# [Problem statement]
In the data below, which lines contain "نژاد"? List them by copying each one.

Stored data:
╔══

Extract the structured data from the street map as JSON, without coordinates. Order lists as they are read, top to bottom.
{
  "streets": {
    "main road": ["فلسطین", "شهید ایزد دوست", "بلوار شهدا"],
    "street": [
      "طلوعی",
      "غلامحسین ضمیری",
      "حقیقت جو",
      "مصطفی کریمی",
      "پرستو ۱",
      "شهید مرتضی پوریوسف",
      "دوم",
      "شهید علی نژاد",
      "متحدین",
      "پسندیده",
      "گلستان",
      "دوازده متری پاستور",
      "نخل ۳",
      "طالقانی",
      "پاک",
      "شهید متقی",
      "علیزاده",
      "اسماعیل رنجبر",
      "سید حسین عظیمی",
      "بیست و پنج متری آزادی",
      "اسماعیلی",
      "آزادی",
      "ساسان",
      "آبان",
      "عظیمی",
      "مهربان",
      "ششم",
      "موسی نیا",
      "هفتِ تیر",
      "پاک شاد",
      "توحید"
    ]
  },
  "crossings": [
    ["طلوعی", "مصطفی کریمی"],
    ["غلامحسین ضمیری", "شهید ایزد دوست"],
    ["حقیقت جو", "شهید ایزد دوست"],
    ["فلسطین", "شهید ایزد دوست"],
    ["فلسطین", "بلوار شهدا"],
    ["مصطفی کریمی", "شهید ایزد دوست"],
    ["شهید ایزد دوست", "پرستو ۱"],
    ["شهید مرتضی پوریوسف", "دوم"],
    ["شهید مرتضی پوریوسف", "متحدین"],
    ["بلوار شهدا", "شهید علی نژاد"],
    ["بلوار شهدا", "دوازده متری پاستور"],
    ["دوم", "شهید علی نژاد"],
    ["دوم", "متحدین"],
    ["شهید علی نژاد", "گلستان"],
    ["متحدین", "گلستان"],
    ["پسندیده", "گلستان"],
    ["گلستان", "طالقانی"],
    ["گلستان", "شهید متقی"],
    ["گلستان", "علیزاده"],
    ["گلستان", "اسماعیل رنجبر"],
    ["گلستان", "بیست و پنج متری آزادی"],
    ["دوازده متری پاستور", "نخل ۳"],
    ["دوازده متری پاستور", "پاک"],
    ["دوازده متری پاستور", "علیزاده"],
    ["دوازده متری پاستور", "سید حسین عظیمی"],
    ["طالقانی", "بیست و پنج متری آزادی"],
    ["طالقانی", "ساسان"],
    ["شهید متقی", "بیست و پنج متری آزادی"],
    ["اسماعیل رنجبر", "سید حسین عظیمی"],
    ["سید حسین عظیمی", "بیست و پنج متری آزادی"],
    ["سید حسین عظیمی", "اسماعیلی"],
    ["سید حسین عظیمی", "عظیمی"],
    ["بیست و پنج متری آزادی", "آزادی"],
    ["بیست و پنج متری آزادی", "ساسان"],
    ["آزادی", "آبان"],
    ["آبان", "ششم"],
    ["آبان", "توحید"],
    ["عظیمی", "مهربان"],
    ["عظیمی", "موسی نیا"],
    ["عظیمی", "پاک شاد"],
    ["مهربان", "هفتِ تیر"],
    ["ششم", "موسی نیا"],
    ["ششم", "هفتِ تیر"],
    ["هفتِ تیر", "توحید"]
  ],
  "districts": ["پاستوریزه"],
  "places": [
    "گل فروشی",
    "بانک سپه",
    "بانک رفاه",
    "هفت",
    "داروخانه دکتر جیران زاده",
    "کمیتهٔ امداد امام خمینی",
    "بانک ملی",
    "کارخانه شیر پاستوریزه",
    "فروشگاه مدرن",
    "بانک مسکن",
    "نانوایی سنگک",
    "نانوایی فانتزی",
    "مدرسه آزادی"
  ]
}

╚══

# [Written solution]
      "شهید علی نژاد",
    ["بلوار شهدا", "شهید علی نژاد"],
    ["دوم", "شهید علی نژاد"],
    ["شهید علی نژاد", "گلستان"],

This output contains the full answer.